◆ DATA SEGMENT ◆
/---

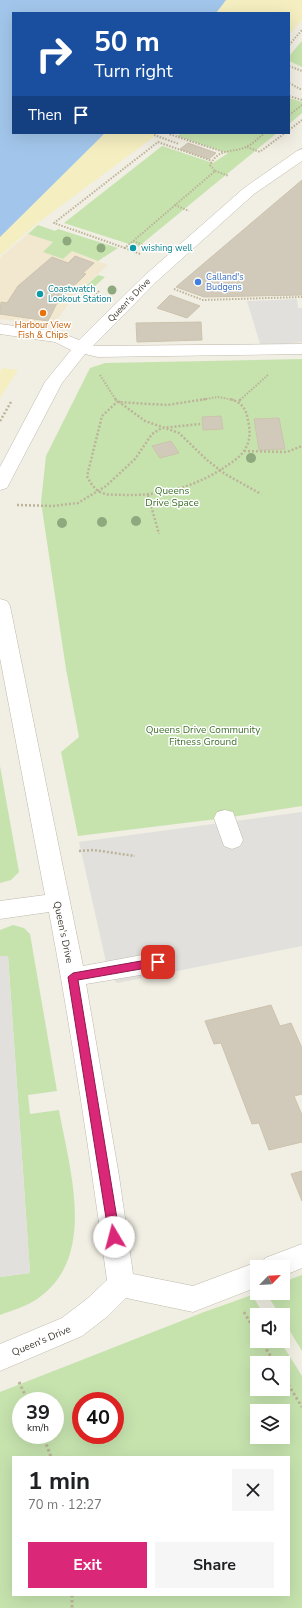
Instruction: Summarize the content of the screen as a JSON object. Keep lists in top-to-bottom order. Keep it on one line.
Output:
{"streets":{"street":["Queen's Drive"]},"parks":["Queens Drive Space","Queens Drive Community Fitness Ground"],"places":["wishing well","Calland's Budgens","Coastwatch Lookout Station","Harbour View Fish & Chips"],"north":"top right","page":{"turn":["50 m","Turn right"],"then":"Then","speed":"39 km/h","limit":"40","heading":["1 min","70 m · 12:27"],"buttons":["Exit","Share"]}}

\---

◆ WHAT NEEDS TO BE DONE ◆
Repeat the data word for word; drop the pictures.

◆ TASK RESULT ◆
Instruction: Summarize the content of the screen as a JSON object. Keep lists in top-to-bottom order. Keep it on one line.
Output:
{"streets":{"street":["Queen's Drive"]},"parks":["Queens Drive Space","Queens Drive Community Fitness Ground"],"places":["wishing well","Calland's Budgens","Coastwatch Lookout Station","Harbour View Fish & Chips"],"north":"top right","page":{"turn":["50 m","Turn right"],"then":"Then","speed":"39 km/h","limit":"40","heading":["1 min","70 m · 12:27"],"buttons":["Exit","Share"]}}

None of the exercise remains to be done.